Model Overview
Gemma2-9b-WangchanLIONv2-instruct is a 9 billion parameter multilingual decoder model, a collaborative effort by AI Singapore and VISTEC. It is built upon the Gemma2 architecture and has been extensively instruction-tuned for the Thai language. The model leverages a substantial dataset of approximately 3.76 million Thai instruction-completion pairs, including human-annotated, FLAN-style automatic, and synthetic samples, to enhance its performance in Thai-specific tasks. It supports both English and Thai languages and uses the default Gemma-2-9B tokenizer with a context length of 8192 tokens.
Key Capabilities
- Thai Language Instruction Following: Optimized for understanding and generating responses based on Thai instructions.

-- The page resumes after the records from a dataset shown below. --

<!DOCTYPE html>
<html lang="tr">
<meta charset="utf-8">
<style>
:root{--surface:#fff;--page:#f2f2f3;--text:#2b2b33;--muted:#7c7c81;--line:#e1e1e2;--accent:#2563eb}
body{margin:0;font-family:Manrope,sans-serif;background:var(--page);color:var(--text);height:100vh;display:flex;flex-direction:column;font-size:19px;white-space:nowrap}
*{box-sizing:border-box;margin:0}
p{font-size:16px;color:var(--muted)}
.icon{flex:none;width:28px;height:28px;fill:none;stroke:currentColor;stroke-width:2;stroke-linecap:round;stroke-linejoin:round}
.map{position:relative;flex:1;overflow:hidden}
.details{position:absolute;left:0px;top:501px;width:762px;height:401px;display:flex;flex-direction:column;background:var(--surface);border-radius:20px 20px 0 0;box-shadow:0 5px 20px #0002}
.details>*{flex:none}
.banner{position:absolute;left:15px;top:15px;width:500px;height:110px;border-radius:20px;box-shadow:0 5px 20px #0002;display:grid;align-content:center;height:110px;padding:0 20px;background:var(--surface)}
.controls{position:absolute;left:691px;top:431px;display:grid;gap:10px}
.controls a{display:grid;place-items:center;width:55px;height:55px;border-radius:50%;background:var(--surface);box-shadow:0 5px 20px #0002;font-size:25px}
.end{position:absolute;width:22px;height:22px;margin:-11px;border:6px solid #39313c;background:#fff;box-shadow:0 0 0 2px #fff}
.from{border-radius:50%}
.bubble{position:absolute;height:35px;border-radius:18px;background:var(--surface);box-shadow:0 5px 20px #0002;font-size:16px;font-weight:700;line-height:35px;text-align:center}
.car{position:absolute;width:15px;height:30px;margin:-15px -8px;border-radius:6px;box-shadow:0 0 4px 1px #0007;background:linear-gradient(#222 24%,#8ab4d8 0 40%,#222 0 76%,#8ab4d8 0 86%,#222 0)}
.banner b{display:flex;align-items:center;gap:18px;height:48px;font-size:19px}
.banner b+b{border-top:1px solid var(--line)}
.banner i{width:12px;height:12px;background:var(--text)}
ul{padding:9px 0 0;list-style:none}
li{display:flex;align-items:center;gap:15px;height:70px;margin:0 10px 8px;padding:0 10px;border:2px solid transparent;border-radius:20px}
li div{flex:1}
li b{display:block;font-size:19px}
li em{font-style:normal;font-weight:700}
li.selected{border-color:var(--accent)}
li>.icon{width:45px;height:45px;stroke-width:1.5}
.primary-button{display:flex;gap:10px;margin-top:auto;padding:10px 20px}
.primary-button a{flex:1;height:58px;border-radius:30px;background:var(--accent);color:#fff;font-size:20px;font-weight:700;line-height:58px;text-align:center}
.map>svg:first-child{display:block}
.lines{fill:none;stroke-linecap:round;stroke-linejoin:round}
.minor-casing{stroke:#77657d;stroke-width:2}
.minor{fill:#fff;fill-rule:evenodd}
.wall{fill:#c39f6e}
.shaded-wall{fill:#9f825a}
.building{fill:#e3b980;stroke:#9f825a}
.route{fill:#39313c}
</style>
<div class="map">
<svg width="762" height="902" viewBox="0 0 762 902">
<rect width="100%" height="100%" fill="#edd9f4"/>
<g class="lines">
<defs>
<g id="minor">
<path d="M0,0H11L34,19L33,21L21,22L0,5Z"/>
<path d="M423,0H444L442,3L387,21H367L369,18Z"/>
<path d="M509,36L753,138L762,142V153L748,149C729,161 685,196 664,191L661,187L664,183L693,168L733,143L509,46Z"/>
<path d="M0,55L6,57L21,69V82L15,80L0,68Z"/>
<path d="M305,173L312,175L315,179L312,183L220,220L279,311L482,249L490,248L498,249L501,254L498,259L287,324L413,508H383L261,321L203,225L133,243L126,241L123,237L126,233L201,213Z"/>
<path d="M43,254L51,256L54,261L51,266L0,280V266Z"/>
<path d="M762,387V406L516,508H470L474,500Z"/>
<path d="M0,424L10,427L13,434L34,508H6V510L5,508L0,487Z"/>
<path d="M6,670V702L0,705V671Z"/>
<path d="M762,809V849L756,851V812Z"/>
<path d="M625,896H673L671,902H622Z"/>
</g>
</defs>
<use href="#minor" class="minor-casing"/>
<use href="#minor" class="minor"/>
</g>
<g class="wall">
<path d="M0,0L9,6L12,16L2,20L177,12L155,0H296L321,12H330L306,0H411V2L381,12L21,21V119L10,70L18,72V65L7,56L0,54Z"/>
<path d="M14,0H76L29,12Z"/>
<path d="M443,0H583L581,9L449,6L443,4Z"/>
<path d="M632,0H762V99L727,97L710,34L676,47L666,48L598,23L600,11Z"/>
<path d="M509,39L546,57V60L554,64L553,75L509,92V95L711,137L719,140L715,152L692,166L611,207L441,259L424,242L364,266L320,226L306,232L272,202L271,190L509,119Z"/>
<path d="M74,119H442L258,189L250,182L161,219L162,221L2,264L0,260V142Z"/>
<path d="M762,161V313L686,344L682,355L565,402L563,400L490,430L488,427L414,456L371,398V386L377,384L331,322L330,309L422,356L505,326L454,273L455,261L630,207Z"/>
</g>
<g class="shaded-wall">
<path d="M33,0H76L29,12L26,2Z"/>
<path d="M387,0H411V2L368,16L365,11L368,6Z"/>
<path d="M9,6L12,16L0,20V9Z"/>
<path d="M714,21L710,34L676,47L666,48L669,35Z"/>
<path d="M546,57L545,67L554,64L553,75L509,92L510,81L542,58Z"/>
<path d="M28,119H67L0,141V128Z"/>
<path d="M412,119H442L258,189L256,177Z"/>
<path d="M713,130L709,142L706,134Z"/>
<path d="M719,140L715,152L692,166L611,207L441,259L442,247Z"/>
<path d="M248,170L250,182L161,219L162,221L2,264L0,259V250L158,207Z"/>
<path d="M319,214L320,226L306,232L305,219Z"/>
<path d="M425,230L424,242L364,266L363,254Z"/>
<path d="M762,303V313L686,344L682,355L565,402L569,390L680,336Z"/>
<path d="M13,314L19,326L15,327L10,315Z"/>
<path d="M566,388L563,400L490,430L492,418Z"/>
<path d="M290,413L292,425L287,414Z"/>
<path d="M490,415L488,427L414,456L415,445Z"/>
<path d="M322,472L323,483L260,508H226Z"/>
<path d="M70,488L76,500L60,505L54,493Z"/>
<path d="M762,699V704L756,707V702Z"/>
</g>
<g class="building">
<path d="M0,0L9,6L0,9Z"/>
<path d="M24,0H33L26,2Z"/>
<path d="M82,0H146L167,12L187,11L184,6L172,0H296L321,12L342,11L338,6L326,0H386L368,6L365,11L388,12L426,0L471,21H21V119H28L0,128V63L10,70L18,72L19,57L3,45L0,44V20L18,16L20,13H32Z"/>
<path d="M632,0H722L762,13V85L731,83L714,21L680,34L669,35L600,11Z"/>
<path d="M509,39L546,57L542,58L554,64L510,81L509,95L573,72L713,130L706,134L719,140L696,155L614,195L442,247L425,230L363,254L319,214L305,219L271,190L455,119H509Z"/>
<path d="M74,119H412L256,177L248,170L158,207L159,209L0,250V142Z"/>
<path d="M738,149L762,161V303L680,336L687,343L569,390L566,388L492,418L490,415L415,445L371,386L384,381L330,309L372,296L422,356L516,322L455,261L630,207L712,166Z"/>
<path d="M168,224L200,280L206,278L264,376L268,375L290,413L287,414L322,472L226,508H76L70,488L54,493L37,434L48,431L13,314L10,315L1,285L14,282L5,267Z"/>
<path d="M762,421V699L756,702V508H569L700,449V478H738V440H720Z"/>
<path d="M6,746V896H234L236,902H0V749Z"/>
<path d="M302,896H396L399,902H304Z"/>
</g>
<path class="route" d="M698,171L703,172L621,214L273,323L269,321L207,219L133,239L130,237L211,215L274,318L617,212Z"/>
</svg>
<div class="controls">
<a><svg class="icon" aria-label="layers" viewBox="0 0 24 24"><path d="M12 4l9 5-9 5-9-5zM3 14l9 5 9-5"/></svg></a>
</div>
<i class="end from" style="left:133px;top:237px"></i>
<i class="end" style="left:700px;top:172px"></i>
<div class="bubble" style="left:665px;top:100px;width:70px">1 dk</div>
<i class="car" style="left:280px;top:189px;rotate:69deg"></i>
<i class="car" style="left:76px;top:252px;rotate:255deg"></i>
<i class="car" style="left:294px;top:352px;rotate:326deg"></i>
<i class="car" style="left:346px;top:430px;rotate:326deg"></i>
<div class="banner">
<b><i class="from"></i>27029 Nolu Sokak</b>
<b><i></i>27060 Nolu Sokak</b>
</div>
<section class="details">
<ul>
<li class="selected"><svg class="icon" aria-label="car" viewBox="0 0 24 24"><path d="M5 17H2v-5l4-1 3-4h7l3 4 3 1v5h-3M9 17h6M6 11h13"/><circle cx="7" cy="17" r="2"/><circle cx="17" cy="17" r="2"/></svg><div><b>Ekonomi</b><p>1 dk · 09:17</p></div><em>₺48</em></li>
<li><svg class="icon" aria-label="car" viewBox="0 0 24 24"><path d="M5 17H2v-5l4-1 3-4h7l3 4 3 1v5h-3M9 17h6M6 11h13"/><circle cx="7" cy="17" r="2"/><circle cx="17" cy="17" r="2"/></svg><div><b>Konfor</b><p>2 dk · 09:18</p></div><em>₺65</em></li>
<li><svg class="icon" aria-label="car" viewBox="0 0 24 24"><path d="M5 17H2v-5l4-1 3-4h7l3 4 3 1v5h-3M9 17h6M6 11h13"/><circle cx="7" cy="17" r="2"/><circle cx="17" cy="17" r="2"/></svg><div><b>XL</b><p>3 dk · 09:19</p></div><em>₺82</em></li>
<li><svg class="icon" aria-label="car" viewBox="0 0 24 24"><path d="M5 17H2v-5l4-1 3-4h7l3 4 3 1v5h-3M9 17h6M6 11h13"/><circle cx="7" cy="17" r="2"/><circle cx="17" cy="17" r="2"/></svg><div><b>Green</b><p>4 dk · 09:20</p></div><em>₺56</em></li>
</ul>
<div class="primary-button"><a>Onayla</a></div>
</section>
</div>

- Multilingual Support: Capable of processing and generating text in both English and Thai.
- Robust Fine-tuning: Developed using parameter-efficient fine-tuning (LoRA) over 3 days on 8x H100-80GB GPUs.

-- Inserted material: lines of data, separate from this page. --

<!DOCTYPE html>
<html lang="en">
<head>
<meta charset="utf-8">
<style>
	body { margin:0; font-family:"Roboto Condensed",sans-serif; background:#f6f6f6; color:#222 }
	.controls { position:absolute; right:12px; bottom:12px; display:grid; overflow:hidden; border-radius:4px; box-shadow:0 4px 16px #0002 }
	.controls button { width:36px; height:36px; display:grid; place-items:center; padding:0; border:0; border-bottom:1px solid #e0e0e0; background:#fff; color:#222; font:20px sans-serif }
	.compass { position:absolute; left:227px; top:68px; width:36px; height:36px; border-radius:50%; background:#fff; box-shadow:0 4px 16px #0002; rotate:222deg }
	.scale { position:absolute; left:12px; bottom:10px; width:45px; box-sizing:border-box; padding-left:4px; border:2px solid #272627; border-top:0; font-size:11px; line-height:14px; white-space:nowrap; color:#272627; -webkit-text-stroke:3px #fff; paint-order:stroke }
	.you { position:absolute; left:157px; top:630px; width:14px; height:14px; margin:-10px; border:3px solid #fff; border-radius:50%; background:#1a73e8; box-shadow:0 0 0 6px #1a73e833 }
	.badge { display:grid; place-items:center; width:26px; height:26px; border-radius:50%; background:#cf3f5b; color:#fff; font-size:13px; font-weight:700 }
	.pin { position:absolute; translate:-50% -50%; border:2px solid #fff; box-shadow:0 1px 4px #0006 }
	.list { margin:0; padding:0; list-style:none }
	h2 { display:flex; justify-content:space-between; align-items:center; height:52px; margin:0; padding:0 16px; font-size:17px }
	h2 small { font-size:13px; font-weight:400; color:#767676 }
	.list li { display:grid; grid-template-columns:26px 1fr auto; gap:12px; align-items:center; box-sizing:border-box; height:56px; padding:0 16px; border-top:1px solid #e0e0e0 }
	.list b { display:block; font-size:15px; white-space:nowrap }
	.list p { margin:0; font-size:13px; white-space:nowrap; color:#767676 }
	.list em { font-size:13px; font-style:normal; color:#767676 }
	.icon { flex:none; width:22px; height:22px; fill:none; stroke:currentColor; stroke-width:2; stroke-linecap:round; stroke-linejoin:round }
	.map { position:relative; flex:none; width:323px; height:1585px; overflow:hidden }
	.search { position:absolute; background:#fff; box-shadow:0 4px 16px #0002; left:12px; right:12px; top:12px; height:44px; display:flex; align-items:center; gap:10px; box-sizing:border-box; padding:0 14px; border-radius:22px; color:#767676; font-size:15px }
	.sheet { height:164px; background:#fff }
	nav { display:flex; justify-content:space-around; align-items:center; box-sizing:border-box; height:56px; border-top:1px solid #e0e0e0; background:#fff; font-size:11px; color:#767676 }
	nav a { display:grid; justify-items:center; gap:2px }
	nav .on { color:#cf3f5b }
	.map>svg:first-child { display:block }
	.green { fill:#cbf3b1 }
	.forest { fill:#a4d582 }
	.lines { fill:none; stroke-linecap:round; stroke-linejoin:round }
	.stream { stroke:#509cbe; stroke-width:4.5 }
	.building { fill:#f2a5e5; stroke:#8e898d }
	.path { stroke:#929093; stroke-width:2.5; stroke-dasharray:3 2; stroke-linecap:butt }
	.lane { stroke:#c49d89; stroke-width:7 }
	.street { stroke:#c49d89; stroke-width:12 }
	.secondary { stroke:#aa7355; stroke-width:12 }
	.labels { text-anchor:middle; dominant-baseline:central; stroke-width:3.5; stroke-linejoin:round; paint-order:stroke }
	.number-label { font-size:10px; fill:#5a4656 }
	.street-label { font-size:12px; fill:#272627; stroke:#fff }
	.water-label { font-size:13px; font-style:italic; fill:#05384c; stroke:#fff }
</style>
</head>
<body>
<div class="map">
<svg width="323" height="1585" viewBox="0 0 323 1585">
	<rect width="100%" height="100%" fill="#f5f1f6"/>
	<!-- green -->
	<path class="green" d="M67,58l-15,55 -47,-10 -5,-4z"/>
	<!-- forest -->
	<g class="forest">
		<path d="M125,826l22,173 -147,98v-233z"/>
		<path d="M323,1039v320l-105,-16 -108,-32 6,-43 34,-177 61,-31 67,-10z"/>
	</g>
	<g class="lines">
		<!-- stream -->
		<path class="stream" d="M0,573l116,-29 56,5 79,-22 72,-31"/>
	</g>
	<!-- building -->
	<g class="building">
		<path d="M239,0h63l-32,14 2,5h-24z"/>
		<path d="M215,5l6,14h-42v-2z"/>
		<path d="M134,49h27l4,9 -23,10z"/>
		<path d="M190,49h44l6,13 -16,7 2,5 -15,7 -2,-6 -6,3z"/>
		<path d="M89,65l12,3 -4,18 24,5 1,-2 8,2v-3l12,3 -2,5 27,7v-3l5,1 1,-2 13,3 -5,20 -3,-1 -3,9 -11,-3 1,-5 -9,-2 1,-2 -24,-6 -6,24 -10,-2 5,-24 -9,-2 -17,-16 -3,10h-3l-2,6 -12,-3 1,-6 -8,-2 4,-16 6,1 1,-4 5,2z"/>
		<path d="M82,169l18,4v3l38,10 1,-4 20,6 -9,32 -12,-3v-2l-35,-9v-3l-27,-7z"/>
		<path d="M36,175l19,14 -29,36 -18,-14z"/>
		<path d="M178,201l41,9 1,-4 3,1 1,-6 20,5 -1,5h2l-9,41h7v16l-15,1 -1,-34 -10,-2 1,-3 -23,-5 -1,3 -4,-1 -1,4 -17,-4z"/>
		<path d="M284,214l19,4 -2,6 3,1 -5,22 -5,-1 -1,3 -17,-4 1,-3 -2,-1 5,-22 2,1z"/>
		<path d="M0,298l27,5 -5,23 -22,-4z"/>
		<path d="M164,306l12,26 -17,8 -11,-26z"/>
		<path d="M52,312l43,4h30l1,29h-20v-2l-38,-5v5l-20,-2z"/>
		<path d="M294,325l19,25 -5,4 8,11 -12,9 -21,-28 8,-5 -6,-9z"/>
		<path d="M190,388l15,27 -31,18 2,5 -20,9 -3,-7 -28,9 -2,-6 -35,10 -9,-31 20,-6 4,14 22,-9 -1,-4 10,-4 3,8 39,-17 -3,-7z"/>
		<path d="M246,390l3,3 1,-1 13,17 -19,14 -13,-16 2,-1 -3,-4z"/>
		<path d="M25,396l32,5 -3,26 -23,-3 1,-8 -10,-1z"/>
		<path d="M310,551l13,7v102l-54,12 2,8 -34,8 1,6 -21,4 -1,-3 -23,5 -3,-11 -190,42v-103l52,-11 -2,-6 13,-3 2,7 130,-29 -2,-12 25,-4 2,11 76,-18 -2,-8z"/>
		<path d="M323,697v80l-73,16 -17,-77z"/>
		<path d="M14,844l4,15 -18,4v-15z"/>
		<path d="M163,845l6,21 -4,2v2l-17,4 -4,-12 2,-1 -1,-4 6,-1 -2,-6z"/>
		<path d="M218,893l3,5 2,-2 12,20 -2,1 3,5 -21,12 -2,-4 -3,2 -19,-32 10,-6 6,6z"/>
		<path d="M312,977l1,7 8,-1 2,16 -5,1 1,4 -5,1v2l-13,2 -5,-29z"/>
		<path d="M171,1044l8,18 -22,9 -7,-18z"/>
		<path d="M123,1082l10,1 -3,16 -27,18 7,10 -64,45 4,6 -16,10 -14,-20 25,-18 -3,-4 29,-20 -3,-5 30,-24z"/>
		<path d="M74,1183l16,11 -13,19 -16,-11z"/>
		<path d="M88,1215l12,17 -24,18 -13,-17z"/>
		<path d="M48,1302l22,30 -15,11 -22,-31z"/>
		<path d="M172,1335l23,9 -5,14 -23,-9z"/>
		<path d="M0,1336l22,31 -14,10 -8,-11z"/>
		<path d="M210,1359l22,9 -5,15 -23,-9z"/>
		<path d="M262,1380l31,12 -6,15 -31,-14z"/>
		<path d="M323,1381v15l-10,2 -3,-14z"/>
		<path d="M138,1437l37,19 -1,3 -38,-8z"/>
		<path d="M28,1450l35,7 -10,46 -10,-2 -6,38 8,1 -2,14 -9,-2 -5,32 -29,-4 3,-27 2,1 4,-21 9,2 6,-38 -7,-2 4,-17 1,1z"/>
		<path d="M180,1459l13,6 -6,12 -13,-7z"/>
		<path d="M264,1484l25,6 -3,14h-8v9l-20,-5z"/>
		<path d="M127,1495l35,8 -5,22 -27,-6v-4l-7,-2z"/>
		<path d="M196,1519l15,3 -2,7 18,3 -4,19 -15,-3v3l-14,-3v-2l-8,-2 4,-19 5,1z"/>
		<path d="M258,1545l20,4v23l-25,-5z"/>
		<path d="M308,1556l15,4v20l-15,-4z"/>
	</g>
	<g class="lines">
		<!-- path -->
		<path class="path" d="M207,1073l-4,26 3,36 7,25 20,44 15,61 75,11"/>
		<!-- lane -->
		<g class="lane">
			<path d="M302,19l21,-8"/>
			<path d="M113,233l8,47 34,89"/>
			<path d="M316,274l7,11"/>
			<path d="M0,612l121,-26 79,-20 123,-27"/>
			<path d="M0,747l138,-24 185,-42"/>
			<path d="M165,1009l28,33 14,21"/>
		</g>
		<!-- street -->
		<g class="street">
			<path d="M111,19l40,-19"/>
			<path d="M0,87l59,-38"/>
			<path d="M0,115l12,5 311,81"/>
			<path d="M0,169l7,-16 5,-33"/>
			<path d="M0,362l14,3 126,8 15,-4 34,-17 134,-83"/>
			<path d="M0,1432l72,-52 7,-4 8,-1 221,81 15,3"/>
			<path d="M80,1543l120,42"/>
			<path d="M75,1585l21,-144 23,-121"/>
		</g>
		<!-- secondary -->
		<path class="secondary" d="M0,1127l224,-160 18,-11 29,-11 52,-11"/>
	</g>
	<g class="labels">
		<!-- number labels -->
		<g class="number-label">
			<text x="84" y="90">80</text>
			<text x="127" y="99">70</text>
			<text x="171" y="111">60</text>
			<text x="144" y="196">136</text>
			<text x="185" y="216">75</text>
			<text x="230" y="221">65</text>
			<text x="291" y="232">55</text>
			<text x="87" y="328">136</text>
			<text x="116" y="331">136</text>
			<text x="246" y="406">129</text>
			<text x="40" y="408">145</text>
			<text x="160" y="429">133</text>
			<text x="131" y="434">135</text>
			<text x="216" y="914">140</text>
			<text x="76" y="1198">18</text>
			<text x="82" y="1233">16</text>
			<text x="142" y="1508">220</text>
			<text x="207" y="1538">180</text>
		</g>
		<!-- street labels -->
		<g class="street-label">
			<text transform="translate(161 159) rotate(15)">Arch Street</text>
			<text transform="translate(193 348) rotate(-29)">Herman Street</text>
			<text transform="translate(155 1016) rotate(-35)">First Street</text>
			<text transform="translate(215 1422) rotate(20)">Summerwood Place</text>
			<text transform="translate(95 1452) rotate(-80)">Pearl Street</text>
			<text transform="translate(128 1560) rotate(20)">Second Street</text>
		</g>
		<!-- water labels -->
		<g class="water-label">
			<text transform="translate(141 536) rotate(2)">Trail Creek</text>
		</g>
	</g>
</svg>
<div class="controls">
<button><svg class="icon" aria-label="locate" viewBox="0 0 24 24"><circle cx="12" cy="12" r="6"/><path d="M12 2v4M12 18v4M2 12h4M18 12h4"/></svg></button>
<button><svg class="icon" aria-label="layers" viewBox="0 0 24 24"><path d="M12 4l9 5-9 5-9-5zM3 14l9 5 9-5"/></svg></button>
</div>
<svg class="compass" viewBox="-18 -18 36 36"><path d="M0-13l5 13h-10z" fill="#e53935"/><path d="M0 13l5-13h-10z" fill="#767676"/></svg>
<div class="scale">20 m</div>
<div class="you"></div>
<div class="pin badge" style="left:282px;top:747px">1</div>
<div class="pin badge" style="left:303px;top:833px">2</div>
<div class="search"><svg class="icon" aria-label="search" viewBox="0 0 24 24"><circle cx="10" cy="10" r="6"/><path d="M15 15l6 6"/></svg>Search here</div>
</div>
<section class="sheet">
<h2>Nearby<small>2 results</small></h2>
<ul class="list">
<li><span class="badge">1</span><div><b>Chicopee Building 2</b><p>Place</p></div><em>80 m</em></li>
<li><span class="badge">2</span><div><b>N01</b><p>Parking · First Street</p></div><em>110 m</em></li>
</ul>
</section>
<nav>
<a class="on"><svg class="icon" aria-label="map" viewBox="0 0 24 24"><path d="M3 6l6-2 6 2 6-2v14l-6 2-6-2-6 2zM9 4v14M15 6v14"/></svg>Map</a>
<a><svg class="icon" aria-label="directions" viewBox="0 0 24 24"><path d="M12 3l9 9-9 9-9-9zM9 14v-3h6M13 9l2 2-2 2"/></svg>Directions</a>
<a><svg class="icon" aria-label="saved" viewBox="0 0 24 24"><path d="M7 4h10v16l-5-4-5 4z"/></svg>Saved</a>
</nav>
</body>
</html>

- Evaluated on Thai Benchmarks: Performance assessed using the Thai LLM Benchmark, with results available on the leaderboard.
Good For
- Applications requiring strong Thai language generation and comprehension.
- Research and development in Southeast Asian language models, particularly Thai.
- Instruction-following tasks in Thai, such as question answering, summarization, and creative writing.
Limitations
Users should be aware that the model has not been aligned for safety and may exhibit common LLM limitations such as hallucination and occasional generation of irrelevant content. It is not trained to use a system prompt or tool calling, and developers are advised to perform their own safety fine-tuning.